Victoria Yakusha designs a museum to protect Ukrainian cultural heritage
Architect Victoria Yakusha has revealed plans for a cultural complex in the village of Bolotnya, Ukraine, to house works of art by folk painter Maria Prymachenko who were recently rescued from a building destroyed during the war. ‘Ukraine.
The museum called Maria’s Way is said to be a row of 15 conical domes clad in textured white clay in a nod to the country’s vernacular mazanka houses.
Connected by narrow corridors, this undulating structure was designed to resemble an animal’s mane – a common motif in Prymachenko’s work, which often depicts mythical beasts from Ukrainian folklore.
The site would also house a café, a reed-covered orangery and an artist residency for those who “want to linger a little longer in Maria’s world,” Yakusha said.
Plans for the cultural complex were announced at an exhibition in Kyiv last month. This featured paintings by the artist that were rescued from the ruins of the Ivankiv History and Local History Museum near Kyiv, which was set on fire by Russian soldiers in February as they advanced towards the Ukrainian capital.
According to Yakusha, only 14 of the 25 Prymachenko on display at the museum could be saved from the burning building by a group of local men.
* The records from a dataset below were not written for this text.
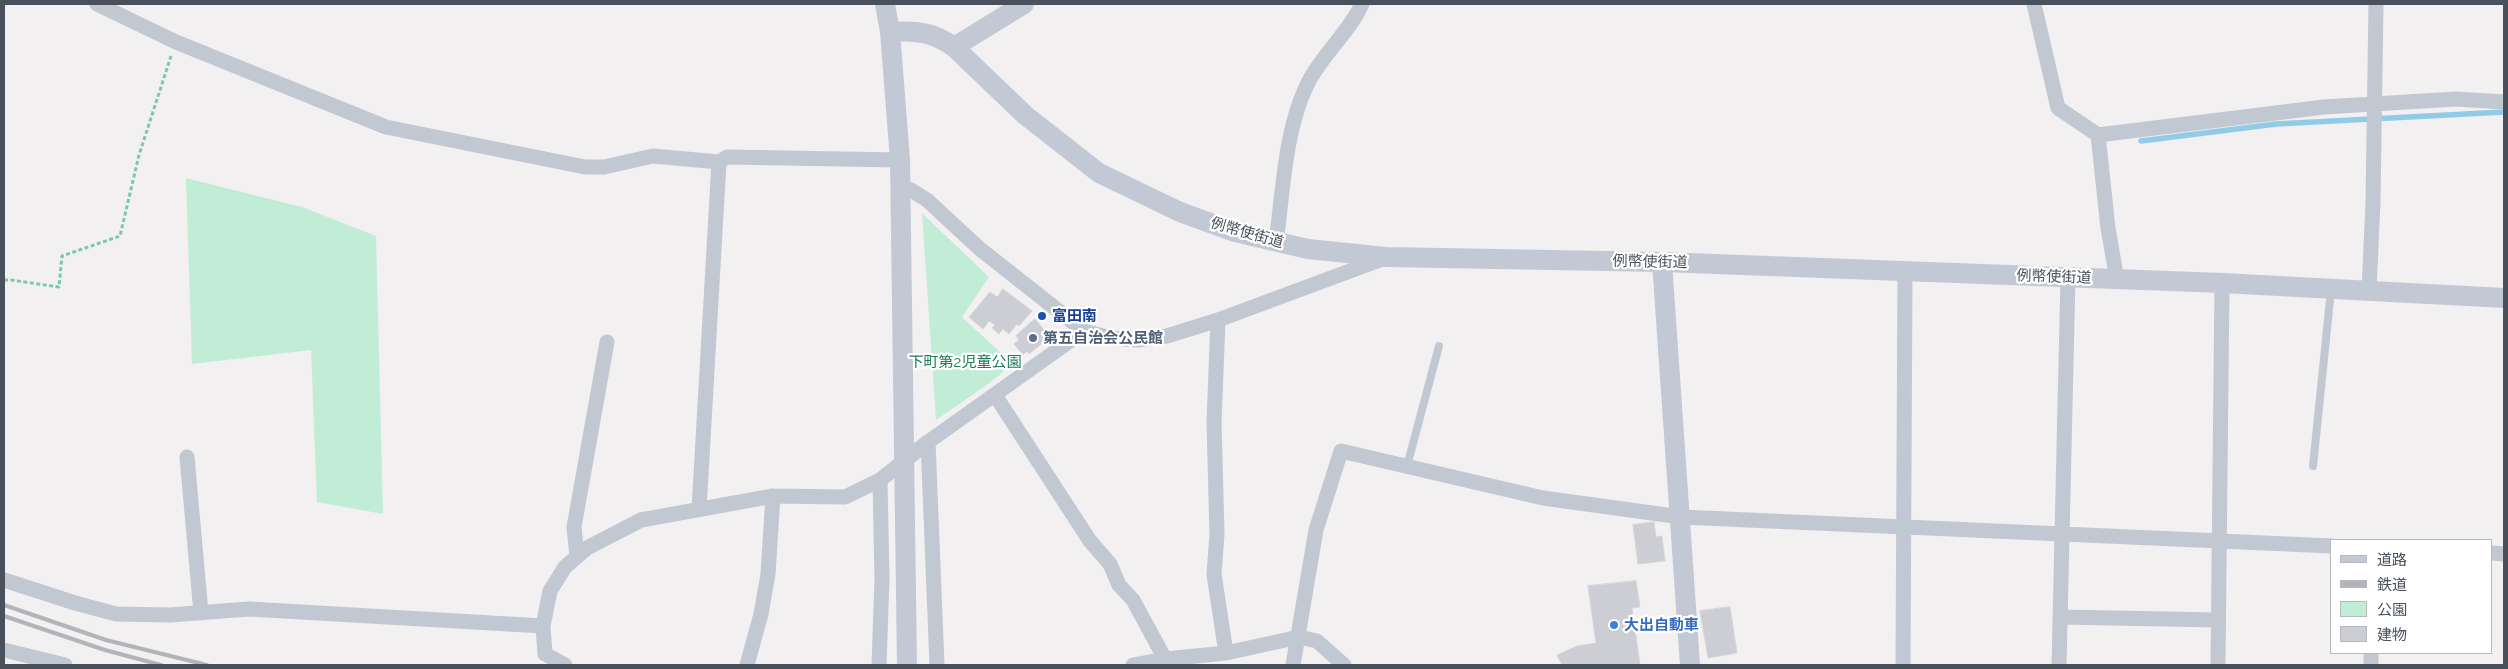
<!DOCTYPE html>
<meta charset="utf-8">
<style>
body{margin:0}
#map{position:relative;width:2508px;height:669px;overflow:hidden;background:#f2f0f0;font-family:Raleway,"Noto Sans JP",sans-serif}
canvas{display:block}
.frame{position:absolute;inset:0;border:5px solid #49515c;pointer-events:none}
.legend{position:absolute;left:2330px;top:539px;width:162px;height:115px;box-sizing:border-box;background:#fff;border:1px solid #b6b9be;margin:0;padding:6px 9px;list-style:none;font-size:15px;color:#49515c}
.legend li{display:flex;align-items:center;gap:10px;height:25px}
.legend b{width:25px;border:1px solid #b6b9be}
</style>
<div id="map">
<canvas width="2508" height="669"></canvas>
<div class="frame"></div>
<ul class="legend">
<li><b style="height:6px;background:#c2c9d5"></b>道路</li>
<li><b style="height:6px;background:#b2b4ba"></b>鉄道</li>
<li><b style="height:14px;background:#c1edd7"></b>公園</li>
<li><b style="height:14px;background:#cdced4"></b>建物</li>
</ul>
</div>
<script>
const c = document.querySelector('canvas').getContext('2d');
c.lineJoin = 'round';
function fillPath(path, color) { c.fillStyle = color; c.fill(path, 'evenodd'); }
function trace(path, color, width, dash) { c.strokeStyle = color; c.lineWidth = width; c.lineCap = dash ? 'butt' : 'round'; c.setLineDash(dash || []); c.stroke(path); }
function write(font, color, halo, rows, align = 'center') {
  c.font = font + ' Raleway,"Noto Sans JP",sans-serif'; c.lineWidth = 4.5; c.setLineDash([]); c.textBaseline = 'middle'; c.strokeStyle = halo; c.fillStyle = color; for (const [text, x, y, turn = 0] of rows) {
    c.save(); c.translate(x, y); c.rotate((+turn || 0) * Math.PI / 180); c.textAlign = isNaN(turn) ? turn : align; if (halo) c.strokeText(text, 0, 0); c.fillText(text, 0, 0); c.restore();
  }
}
const green = new Path2D(`
 M186 178 302 207 376 236 383 514 317 502 311 350 192 364Z
 M922 213 989 277 962 317 1013 364 988 384 936 420Z`);
const stream = new Path2D(`
 M2141 141 2276 124 2504 112`);
const building = new Path2D(`
 M1003 289 1032 311 1019 326 1017 324 1009 334 1003 329 999 334 992 328 995 325 989 321 983 329 969 317 990 292 997 297Z
 M1035 319 1050 337 1029 354 1027 351 1023 355 1014 344 1019 340 1016 336Z
 M1654 522 1656 537 1662 536 1665 561 1638 564 1633 525Z
 M1636 581 1640 607 1632 608 1640 665H1562L1557 655 1577 646 1596 643 1588 586Z
 M1730 607 1737 653 1708 658 1700 611Z`);
const path = new Path2D(`
 M4 280H11L59 287 62 256 120 236 139 155 171 56`);
const lane = new Path2D(`
 M1407 466 1439 346
 M2313 466 2331 290`);
const street = new Path2D(`
 M97 4 176 42 386 127 585 167H604L653 156 719 162 727 157 900 160
 M2034 4 2058 108 2098 135 2324 107 2456 99 2504 102
 M2098 135 2108 228 2117 280
 M901 187 911 190 927 200 980 249 1084 331 1111 338 1138 340 1167 336 1218 320 1385 258
 M1276 243C1283 191 1285 125 1310 79 1325 52 1349 32 1362 4
 M2369 290 2373 202 2376 4
 M1218 320 1214 422 1217 534 1214 574 1226 653 1299 637 1317 641 1344 665
 M995 395 1090 541 1110 564 1119 585 1133 600 1165 659
 M928 442 937 665
 M187 457 201 613
 M699 509 719 162
 M2492 553 2504 554
 M577 556 574 527 607 342
 M4 580 75 603 116 614 170 615 249 609 543 626
 M2060 617 2218 620
 M4 650 65 665
 M565 665 545 654 543 626 550 591 565 567 587 548 641 520 773 496 845 497 880 480 928 442 1084 331
 M747 665 761 614 768 574 773 496
 M879 665 882 579 880 480
 M1133 665 1165 659 1226 653
 M1293 665 1316 530 1341 451 1543 498 1681 517 2332 546
 M1903 665 1905 272
 M2059 665 2068 277
 M2218 665 2222 283
 M2371 665V653`);
const secondary = new Path2D(`
 M885 4 890 32 900 160 907 665
 M890 32C915 30 933 32 954 47L1025 115 1099 173 1180 212 1235 232 1308 249 1386 257 1662 262 2222 283 2504 298
 M954 47 1024 4
 M1662 262 1690 665`);
const rail = new Path2D(`
 M4 605 106 640 207 665
 M4 616 105 650 161 665`);
const markers = [
 [1042,316,5,"#1a4fb4"],
 [1033,338,5,"#5c6f8a"],
 [1614,625,5,"#3f7fe0"]
];
const streetNames = [
 ["例幣使街道",1247,233,16],
 ["例幣使街道",1650,262,1],
 ["例幣使街道",2054,277,2]
];
const transitNames = [
 ["富田南",1052,316]
];
const serviceNames = [
 ["第五自治会公民館",1043,338]
];
const parkNames = [
 ["下町第2児童公園",965,362]
];
const shopNames = [
 ["大出自動車",1624,625]
];
fillPath(green, '#c1edd7');
trace(stream, '#91cbe7', 5.5);
fillPath(building, '#cdced4');
trace(building, '#d4d5db', 1);
trace(path, '#7bc9ac', 3, [4, 2.5]);
trace(lane, '#c1c8d1', 8);
trace(street, '#c1c8d1', 15);
trace(secondary, '#c2c9d5', 20);
trace(rail, '#b2b4ba', 4);
for (const [x, y, r, color] of markers) { const dot = new Path2D(); dot.arc(x, y, r, 0, 2 * Math.PI); c.fillStyle = color; c.fill(dot); trace(dot, '#fff', 2); }
write('15px', '#49515c', '#fff', streetNames);
write('bold 15px', '#164399', '#fff', transitNames, 'left');
write('bold 15px', '#4e5e75', '#fff', serviceNames, 'left');
write('15px', '#1d7b57', '#fff', parkNames);
write('bold 15px', '#366cbe', '#fff', shopNames, 'left');
</script>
“They didn’t have time to save everything,” she told Dezeen. “A massive fire broke out and the ceiling started to sag, so they had to leave the building.”
“The destruction not only of military infrastructure but also of historical and cultural monuments, museums and libraries can be traced to all the places where the Russians have arrived,” she continued. “They are trying to destroy Ukrainian identity, our memory and our heritage.”
In addition to the rescued paintings, the new museum commissioned by the Maria Prymachenko Family Foundation will house embroidery works by the artist, as well as photographs and household objects from the foundation’s private collection, which have never been exhibited. previously.
These will be exhibited in the museum’s 15 oculus-topped rotunda rooms, each exploring a different period of Prymachenko’s life, from his childhood to his final moments.
Born in 1909 to a peasant family in Bolotnya – about 60 kilometers from Chernobyl – Prymashenko taught herself to paint and became one of Ukraine’s most famous artists, appearing on everything from stamps to coins. commemorative.
“In his life, there were many challenges and many sufferings,” Yakusha said. “In addition to illness, she lost her husband, raised her son alone and survived World War II.”
“However, in Maria’s paintings, the good always outweighs the bad. There is love of life and togetherness,” she added. “Maria Prymachenko is a pure symbol of Ukraine.”
The museum’s row of rotunda rooms would culminate in a glass-domed orangery containing exotic plants that resemble those imagined in Prymachenko’s polychrome works of art.
Yakusha envisions the base of this greenhouse being lined with reed thatch, which is traditionally used to form the roofing of Ukrainian vernacular houses.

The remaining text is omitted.